Karen Horney's concept of "womb envy" suggests that men, not women, experience the more significant form of envy - jealousy over women's reproductive capabilities and life-giving powers.
Problems with non-nuclear families
Freud's theory assumes children require two parents of different genders to successfully navigate the Oedipus or Electra complexes. This implies that non-traditional family structures would negatively impact gender development. However, empirical evidence contradicts this assumption. Susan Golombok et al. (1983) demonstrated that children from single-parent families developed typical gender identities. Similarly, Richard Green (1978) studied 37 children raised by gay or transgender parents and found only one child with non-typical gender identity, suggesting family structure has minimal impact on gender development.
Key Research Finding: Studies consistently show that children from non-traditional family structures (single-parent, same-sex parent families) develop normal gender identities, contradicting Freud's assumptions about the necessity of traditional two-parent households.
Lack of scientific rigour
The psychodynamic approach faces substantial methodological criticism. Many core concepts, particularly those involving unconscious processes, cannot be empirically tested or measured. According to philosopher of science Karl Popper (1959), this makes Freud's theories pseudoscientific rather than genuinely scientific, as key ideas cannot be falsified through experimental testing. The reliance on unconscious mechanisms means researchers cannot provide objective evidence for processes like castration anxiety, penis envy, or identification occurring as described.

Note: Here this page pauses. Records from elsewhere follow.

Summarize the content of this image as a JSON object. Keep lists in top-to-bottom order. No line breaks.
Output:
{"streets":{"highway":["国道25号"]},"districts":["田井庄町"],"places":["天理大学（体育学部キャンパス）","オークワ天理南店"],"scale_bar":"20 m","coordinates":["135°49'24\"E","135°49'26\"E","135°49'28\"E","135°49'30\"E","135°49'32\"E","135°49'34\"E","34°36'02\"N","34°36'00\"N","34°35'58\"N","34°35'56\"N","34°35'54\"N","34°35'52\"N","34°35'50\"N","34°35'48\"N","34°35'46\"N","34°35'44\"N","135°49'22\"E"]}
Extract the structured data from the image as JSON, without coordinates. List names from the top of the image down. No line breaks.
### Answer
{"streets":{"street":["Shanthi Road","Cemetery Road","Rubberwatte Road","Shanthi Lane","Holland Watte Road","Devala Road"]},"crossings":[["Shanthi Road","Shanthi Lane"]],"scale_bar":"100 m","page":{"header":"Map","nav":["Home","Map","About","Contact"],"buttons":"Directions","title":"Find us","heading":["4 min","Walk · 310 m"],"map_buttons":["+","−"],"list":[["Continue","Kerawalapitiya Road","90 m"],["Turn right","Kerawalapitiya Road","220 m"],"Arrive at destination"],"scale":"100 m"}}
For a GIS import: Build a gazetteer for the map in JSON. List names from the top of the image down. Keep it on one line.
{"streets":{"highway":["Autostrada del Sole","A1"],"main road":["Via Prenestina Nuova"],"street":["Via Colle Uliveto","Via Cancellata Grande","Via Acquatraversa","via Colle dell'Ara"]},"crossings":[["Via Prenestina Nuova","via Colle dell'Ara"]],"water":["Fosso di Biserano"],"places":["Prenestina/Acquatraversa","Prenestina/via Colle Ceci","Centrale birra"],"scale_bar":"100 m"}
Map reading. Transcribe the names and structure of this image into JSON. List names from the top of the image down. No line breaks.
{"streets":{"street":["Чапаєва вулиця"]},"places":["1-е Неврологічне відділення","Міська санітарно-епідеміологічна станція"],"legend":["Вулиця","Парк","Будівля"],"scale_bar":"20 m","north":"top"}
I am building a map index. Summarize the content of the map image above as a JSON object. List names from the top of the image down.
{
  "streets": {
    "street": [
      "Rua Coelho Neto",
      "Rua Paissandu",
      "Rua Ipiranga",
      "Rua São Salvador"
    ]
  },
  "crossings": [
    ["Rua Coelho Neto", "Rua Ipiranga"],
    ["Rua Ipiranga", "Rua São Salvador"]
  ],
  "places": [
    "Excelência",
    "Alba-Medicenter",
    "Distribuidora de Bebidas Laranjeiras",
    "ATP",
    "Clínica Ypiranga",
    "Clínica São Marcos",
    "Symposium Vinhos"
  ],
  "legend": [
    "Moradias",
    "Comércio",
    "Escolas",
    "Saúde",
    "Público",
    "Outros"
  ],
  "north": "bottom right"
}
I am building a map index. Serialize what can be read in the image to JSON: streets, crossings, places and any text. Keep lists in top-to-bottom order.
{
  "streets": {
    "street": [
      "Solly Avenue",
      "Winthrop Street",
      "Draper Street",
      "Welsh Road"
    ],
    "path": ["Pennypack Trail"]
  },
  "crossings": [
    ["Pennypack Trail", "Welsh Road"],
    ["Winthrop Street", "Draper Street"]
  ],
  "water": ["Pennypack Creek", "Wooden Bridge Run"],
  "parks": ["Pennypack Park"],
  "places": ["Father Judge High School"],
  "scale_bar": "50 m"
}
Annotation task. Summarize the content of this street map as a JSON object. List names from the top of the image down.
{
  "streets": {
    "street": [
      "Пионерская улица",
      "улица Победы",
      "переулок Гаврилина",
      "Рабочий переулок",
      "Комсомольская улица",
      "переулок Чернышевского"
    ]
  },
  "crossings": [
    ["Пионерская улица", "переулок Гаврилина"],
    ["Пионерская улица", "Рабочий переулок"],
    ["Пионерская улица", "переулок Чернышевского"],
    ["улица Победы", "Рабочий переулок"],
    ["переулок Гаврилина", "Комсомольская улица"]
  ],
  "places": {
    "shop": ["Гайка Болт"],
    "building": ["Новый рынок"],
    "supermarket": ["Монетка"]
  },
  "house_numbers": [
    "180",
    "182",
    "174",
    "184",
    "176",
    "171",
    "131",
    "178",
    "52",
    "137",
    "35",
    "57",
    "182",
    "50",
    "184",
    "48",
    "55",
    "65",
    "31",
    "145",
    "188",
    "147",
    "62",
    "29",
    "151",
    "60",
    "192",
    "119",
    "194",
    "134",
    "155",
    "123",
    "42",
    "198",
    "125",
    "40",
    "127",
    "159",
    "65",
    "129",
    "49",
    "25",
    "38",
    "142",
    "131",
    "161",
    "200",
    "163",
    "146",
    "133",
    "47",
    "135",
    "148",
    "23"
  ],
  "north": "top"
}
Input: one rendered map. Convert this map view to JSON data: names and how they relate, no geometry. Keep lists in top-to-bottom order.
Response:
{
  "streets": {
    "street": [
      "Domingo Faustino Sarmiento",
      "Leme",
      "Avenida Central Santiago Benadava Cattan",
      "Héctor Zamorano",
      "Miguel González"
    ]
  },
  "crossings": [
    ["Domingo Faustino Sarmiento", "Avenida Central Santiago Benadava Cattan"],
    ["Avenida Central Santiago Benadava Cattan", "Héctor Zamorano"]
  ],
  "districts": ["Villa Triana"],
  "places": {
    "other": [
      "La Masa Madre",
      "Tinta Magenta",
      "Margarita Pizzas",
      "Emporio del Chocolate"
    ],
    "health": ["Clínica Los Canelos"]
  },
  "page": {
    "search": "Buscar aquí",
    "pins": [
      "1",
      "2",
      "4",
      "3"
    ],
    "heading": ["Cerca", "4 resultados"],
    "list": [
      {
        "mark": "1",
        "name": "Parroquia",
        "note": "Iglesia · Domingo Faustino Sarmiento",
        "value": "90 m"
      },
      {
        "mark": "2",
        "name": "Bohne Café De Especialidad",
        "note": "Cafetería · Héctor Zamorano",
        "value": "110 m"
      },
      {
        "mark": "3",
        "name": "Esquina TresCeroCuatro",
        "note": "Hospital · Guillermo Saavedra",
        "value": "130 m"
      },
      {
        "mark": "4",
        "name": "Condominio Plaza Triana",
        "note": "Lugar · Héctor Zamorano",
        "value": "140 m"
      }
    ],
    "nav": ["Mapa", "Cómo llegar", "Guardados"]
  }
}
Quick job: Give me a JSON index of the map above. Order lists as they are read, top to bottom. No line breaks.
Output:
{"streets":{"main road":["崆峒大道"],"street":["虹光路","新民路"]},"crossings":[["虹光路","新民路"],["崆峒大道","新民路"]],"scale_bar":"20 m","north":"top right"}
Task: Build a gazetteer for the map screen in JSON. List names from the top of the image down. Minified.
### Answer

Karl Popper's criterion of falsifiability states that for a theory to be scientific, it must be possible to design experiments that could potentially prove it wrong. Freud's unconscious processes cannot be directly observed or tested.
Disagreement over gender identity timing
Freud proposed that gender identity becomes fixed at the end of the phallic stage (approximately age 6), when children identify with their same-sex parent. Before this point, he described children as bisexual without clear gender understanding. This conflicts with alternative theories like Kohlberg's cognitive-developmental approach, which suggests children acquire gender identity much earlier. Kohlberg found that children can label themselves as male or female by age 2, achieve gender stability (understanding they will remain the same gender) by age 4, and reach gender constancy (recognising gender remains unchanged despite superficial alterations) by age 6. This evidence suggests children understand gender concepts before Freud's proposed timeline.
Remember!
Key Points to Remember:
- Oedipus complex: Boys resolve romantic feelings for mother and rivalry with father by identifying with father during phallic stage (ages 3-6)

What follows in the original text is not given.